_Try it_. Which lines below include the string "Severoli"? Please show each one.

_Given records_.
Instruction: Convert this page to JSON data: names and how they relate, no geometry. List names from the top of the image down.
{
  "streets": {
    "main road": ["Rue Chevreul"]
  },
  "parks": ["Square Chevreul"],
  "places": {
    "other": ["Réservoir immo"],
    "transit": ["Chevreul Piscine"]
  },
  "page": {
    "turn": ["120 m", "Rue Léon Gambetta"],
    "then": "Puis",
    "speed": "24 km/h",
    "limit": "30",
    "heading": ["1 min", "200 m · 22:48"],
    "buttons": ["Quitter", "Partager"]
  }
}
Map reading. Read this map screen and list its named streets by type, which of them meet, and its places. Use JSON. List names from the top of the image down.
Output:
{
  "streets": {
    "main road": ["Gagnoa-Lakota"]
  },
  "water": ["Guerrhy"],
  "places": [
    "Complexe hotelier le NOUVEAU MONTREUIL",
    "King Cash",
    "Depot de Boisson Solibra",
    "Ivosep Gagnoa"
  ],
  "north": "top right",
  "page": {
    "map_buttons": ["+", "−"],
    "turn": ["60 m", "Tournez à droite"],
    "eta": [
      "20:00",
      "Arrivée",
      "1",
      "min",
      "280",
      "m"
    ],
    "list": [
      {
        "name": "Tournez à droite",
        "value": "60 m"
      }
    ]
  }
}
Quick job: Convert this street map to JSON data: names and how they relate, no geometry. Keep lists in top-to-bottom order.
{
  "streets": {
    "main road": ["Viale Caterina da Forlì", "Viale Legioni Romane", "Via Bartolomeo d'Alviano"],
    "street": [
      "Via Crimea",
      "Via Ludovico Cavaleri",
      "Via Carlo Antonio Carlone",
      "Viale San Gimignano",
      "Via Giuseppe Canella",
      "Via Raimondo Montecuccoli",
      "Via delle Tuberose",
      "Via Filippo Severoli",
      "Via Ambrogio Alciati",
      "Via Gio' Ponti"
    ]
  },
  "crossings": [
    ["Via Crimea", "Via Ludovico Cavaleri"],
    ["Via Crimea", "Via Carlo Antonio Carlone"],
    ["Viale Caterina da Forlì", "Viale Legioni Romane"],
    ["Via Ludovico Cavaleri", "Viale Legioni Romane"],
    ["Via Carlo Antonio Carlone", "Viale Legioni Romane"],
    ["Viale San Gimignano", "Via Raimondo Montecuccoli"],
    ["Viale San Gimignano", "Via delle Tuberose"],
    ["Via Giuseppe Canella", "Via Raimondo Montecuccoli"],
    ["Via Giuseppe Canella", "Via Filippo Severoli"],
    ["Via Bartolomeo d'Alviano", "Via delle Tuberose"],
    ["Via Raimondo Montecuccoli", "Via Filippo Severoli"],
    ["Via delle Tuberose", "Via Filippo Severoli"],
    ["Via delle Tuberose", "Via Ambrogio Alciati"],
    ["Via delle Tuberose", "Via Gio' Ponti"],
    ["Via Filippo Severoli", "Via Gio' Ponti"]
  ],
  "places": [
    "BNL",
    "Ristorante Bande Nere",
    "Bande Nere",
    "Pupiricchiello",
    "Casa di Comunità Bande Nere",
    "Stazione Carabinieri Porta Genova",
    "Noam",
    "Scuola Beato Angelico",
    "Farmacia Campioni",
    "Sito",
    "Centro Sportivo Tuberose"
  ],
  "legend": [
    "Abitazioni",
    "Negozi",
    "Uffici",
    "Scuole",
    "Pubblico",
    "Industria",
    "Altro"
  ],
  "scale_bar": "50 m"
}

_Solution to the problem_.
      "Via Filippo Severoli",
    ["Via Giuseppe Canella", "Via Filippo Severoli"],
    ["Via Raimondo Montecuccoli", "Via Filippo Severoli"],
    ["Via delle Tuberose", "Via Filippo Severoli"],
    ["Via Filippo Severoli", "Via Gio' Ponti"]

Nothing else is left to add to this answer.